Think of lasagne, but without the pasta sheets, instead, it is packed with layers of low-carb ingredients and nutritious vegetables.
Moussaka is a popular Middle Eastern dish, particularly in Greece where there are many ways of assembling and seasoning Moussaka. I am sharing with you my family’s favourite version of gluten-free Moussaka with the addition of brown lentils and feta cheese sauce. It may not be a traditional Moussaka recipe, but it is a good take on this classic and will not disappoint in flavour!
Who could forget that iconic movie scene in My Big Fat Greek Wedding when a young Toula is teased in her school canteen for eating homemade Moussaka (or as those mean girls called Mousse Caca!!) for lunch while her peers were eating boring sandwiches?
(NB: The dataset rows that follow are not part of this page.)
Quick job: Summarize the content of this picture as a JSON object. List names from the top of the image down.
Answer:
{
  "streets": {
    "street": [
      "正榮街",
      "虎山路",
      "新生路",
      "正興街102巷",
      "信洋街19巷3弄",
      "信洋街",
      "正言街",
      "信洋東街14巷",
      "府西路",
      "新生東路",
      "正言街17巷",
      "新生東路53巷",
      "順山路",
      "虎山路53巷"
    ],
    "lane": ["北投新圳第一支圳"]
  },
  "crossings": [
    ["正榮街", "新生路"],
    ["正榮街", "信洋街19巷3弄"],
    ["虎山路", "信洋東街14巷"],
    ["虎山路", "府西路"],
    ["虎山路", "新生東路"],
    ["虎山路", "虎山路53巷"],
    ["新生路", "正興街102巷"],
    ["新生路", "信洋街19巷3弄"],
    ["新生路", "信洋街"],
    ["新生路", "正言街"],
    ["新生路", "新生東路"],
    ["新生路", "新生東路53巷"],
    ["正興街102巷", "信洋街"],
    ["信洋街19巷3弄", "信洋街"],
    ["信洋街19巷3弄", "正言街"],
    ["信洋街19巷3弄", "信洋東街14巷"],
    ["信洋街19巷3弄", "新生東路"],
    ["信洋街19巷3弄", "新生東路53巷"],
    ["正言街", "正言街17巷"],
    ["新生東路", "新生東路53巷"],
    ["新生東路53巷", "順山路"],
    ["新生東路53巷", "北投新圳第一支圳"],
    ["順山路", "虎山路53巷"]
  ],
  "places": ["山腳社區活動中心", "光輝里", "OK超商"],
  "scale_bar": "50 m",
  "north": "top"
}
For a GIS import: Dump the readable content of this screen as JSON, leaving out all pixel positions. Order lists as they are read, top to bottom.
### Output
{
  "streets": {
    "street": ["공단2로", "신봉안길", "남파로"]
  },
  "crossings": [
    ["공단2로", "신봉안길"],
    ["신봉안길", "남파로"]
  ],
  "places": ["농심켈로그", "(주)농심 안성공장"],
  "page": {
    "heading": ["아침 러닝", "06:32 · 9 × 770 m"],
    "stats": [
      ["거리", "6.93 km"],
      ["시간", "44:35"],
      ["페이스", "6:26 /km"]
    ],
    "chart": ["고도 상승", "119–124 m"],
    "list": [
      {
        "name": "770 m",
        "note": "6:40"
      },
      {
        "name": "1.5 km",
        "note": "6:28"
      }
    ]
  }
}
I’m sure many of us would have joined Toula for a taste of her family’s moussaka!
ABOUT EACH LAYER
There are several steps in this recipe, but worth all the hard work to make this comforting dish, plus it’s a great make-ahead meal with potentially plenty of leftovers!
Potato layer (first layer)
Either waxy or floury potatoes can be used, as long as they don’t overcook and become too soft and mushy. Bear in mind that the potatoes will cook further in the oven when added to the Moussaka.
Lamb mince mixture (second layer)
Lamb is the most traditional meat to use in Moussaka. I believe its strong flavour powers through the eggplant, potatoes and cheese sauce, giving that authentic richness associated with Moussaka.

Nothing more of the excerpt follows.